The securitization markets, the lack of regulation in certain sectors of it and the ratings agencies is another part of the puzzle.

 

Lack of regulation in the mortgage industry was another part of the problem.

 

Interest rate policies was another issue.

 

I don't see how any informed person can rationally argue these factors. You asked, how is it that "the GLOBAL financial system came undone by residential mortgage troubles in five US states"? Isn't it obvious?

 

Maybe because the top 25 banks in the US held over $180 TRILLION in Derivatives. Many of those in residential mortgages, some of the bonds were leveraged to over a 30/1 ratio. All it takes is a 10% decline in some of these assets to unhinge the entire global economy.

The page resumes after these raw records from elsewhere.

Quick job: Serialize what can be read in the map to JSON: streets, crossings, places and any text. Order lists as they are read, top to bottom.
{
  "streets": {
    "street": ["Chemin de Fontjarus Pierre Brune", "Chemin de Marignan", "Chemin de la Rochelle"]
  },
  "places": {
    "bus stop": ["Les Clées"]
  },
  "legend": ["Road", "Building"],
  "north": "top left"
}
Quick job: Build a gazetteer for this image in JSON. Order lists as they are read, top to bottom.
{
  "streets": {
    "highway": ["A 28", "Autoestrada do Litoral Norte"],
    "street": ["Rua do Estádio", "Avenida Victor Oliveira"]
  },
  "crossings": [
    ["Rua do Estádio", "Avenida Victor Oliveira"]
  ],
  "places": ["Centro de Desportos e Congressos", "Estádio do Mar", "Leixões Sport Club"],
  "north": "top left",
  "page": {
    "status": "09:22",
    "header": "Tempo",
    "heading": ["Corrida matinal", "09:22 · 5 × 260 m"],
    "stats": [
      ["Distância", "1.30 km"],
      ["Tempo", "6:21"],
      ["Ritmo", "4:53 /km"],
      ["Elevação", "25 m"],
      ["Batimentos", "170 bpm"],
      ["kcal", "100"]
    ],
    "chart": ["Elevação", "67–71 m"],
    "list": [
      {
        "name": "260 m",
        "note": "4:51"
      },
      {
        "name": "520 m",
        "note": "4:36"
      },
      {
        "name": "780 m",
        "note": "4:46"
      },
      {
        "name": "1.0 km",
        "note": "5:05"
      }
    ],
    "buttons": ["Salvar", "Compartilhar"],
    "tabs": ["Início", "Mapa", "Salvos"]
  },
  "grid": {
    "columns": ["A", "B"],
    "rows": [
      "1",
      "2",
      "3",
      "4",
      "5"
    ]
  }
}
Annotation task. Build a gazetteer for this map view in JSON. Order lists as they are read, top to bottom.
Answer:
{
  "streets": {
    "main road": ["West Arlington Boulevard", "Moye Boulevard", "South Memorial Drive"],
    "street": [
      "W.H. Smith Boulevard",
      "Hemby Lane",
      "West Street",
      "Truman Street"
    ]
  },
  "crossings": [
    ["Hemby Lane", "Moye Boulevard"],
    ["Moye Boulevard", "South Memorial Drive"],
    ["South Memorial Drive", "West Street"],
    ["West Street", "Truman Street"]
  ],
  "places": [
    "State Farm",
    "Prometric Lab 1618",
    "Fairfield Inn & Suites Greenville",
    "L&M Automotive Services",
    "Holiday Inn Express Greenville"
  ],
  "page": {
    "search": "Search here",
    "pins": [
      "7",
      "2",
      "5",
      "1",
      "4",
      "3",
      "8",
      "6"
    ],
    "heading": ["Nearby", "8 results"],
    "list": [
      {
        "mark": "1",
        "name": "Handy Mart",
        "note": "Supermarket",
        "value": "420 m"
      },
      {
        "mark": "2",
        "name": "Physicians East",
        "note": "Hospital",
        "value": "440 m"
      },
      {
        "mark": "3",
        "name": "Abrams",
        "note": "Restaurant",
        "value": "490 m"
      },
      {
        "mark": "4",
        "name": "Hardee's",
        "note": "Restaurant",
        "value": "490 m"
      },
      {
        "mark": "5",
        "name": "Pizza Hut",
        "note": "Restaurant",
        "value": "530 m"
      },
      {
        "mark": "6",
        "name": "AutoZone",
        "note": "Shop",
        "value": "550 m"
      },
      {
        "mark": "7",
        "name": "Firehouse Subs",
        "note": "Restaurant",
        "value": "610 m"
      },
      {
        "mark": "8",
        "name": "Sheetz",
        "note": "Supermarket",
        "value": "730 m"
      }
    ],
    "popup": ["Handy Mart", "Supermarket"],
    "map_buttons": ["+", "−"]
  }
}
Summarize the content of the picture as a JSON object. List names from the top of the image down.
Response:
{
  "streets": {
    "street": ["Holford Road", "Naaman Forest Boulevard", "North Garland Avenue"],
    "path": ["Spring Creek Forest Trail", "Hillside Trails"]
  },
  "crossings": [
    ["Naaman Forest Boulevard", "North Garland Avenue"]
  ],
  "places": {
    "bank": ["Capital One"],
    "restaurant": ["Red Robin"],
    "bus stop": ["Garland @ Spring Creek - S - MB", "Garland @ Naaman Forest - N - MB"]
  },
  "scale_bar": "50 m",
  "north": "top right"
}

Once you enter into this stage of the game, it's a matter of contagion and collateral damage.

 

Is that why the British banks failed first?

 

Low interest rates? I'm assuming you mean the Fed's rates, even though the market doesn't fund itself via Fed, and the really troubled mortages & CDOs came onboard after 2006, two years after Fed started raising its rates. Don't just look at the base rate but at the spreads. The two were going in opposite direction from 2003 onward, indicating that it wasn't Fed's monetary policy, but banks' changing view of the risks they were taking.

 

Your 30/1 leverage ratio also means nothing without context. It actually supports my point. The gross ratio was 30/1, but it was an acceptable ratio because a firm claimed that it hedged away the majority of its exposure via derivatives. That's what I refer to #9 above. I assume you understand the difference between gross leverage and net leverage.

 

CRA contributed to the problem, but that's not where the troubled mortgages are. How can you blame CRA for middle class NJ guys buying & flipping houses in Florida?

 

Fan Fred were pressured to make mortgages, but the worse problem was created when they started buying RMBS to keep up with Wall Street. If Fan Fred were tied to the same capital requirements that the other firms were held to, then none of this would have happened.

 

Don't buy what you read in the paper, do the research on the actual numbers. CRA is a footnote, but a convenient one for somebody needing a villain.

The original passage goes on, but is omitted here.